Directions:
Give the count of lines in the entries below that contain the string "roads", and only that count.

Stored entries
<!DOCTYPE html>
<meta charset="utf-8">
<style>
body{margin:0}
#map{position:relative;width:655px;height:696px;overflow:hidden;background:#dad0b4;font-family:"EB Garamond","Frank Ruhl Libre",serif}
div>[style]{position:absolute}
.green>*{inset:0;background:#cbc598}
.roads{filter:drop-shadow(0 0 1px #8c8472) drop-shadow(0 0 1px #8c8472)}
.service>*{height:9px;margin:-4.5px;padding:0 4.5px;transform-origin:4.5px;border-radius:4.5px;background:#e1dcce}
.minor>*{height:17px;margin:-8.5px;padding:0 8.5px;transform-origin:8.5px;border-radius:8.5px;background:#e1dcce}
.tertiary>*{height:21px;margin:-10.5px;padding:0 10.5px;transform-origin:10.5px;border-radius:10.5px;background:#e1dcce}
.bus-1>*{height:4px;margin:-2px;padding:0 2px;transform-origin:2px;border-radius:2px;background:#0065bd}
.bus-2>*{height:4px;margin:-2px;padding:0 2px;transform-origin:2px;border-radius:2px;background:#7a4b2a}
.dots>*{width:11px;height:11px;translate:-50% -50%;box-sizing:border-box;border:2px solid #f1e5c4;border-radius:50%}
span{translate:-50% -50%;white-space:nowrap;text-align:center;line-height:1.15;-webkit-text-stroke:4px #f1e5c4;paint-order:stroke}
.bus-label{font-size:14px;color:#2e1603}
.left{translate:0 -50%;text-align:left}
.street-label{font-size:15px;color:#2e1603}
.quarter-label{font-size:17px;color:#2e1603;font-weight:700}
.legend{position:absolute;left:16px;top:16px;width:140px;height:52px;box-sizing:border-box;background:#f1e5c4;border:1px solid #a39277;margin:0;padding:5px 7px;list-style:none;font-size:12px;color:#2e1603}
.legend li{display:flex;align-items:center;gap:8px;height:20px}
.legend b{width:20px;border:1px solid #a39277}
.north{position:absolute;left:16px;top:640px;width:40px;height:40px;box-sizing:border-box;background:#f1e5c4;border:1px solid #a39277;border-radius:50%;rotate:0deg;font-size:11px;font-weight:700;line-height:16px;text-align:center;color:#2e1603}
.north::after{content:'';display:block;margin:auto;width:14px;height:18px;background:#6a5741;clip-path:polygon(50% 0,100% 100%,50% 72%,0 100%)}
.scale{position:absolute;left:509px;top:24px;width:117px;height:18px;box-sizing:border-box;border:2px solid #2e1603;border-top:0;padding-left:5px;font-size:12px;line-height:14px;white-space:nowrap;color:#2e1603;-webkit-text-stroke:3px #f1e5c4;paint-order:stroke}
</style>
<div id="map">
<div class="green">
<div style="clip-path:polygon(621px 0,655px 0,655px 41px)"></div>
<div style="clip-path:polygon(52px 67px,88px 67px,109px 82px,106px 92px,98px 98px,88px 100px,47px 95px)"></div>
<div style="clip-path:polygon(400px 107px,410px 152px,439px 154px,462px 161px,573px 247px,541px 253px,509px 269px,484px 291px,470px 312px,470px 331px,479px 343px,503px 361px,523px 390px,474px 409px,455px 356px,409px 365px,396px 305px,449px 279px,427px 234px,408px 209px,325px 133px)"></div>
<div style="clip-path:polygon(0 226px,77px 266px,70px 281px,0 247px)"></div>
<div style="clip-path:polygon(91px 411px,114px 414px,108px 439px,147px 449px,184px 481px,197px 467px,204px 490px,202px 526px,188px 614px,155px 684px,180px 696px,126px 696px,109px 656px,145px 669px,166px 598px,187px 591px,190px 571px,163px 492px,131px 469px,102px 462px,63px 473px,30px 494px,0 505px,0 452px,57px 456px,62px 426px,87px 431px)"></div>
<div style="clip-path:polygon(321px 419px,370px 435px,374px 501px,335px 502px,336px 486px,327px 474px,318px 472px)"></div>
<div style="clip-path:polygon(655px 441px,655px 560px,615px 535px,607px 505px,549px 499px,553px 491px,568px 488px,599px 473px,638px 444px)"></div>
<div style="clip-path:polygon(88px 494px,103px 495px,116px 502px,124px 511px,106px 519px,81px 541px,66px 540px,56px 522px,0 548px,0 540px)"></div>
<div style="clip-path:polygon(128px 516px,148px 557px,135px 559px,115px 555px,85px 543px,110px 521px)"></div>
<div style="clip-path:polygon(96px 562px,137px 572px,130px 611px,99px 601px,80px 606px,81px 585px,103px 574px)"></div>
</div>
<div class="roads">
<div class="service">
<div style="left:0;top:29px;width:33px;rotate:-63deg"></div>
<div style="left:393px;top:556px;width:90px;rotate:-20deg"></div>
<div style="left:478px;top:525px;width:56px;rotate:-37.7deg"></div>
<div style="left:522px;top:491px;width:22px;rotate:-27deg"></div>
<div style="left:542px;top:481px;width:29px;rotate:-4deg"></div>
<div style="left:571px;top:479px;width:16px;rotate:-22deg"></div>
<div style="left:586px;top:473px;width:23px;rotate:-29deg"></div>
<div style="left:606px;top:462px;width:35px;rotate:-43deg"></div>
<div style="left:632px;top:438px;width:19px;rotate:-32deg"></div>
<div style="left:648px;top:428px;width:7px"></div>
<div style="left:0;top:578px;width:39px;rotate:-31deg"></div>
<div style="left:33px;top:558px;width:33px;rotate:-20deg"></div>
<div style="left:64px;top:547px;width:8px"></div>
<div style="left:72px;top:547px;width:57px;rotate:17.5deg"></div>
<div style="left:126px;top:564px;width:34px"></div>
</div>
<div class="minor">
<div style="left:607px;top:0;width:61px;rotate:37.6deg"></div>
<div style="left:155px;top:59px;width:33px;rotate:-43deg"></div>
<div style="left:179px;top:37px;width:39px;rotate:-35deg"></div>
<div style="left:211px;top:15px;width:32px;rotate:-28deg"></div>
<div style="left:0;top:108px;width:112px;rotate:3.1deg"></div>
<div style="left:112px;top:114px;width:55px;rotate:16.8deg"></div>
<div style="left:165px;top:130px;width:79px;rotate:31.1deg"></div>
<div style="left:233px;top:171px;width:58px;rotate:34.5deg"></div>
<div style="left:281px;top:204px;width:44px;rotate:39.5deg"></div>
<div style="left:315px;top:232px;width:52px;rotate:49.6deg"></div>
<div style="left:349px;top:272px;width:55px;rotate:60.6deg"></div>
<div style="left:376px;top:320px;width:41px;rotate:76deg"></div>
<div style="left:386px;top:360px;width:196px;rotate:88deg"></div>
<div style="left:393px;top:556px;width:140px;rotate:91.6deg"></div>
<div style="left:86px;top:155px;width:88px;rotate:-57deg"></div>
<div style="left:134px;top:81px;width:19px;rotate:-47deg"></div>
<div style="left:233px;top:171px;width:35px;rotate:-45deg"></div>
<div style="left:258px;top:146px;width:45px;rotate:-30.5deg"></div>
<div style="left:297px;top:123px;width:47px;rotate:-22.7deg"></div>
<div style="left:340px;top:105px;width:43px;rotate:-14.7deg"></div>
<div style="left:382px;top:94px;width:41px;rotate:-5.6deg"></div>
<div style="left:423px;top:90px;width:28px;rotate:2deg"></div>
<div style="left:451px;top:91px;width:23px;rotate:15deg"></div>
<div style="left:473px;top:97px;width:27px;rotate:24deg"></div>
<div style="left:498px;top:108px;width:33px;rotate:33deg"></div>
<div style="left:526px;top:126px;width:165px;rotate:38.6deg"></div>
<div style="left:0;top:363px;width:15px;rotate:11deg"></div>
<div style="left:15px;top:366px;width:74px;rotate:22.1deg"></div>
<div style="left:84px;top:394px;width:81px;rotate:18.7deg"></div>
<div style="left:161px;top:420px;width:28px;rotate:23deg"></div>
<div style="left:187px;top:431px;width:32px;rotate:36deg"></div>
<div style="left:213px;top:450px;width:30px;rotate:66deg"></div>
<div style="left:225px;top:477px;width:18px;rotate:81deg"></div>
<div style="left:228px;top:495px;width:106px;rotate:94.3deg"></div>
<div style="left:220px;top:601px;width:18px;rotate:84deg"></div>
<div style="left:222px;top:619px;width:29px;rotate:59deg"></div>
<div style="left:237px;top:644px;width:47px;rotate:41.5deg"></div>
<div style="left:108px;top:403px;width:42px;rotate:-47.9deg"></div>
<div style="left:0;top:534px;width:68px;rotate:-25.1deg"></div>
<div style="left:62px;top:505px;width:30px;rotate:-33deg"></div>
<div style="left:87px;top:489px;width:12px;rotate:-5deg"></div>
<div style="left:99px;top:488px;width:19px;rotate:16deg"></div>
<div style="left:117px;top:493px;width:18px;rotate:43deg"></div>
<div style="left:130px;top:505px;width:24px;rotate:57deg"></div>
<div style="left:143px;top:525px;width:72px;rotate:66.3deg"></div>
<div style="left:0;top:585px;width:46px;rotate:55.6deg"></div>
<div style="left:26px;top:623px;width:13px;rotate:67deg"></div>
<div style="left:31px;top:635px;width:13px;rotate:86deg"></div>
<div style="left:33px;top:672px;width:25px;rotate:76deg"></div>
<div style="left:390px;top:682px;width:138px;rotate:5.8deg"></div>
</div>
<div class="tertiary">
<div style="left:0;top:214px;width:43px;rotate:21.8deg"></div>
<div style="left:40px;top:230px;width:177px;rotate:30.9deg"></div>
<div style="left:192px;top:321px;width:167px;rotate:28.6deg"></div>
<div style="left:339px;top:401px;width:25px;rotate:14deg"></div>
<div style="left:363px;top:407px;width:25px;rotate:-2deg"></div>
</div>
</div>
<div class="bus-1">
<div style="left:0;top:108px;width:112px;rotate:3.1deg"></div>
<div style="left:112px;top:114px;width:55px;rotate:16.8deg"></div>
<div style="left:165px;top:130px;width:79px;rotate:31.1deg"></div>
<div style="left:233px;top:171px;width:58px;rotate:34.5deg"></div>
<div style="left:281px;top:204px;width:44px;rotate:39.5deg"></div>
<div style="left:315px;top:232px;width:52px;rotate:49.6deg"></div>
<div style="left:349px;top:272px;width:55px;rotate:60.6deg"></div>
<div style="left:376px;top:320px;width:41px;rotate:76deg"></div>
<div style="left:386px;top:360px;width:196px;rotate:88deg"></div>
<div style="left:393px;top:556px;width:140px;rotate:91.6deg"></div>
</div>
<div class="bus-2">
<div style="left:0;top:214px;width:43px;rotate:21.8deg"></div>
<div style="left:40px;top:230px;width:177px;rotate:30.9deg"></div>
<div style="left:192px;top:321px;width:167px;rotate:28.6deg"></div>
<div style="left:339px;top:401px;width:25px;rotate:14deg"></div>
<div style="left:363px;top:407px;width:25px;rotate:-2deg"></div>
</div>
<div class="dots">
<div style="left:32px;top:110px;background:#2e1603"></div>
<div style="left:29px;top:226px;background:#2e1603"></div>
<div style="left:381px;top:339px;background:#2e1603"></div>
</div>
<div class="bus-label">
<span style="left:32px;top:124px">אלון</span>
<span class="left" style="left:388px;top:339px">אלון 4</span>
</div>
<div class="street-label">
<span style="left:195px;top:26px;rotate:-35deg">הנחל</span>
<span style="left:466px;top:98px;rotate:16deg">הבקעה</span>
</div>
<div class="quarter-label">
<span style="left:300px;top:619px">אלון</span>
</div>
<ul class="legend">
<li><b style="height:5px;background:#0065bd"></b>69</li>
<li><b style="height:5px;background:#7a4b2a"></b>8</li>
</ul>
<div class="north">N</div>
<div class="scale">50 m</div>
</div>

Solution:
2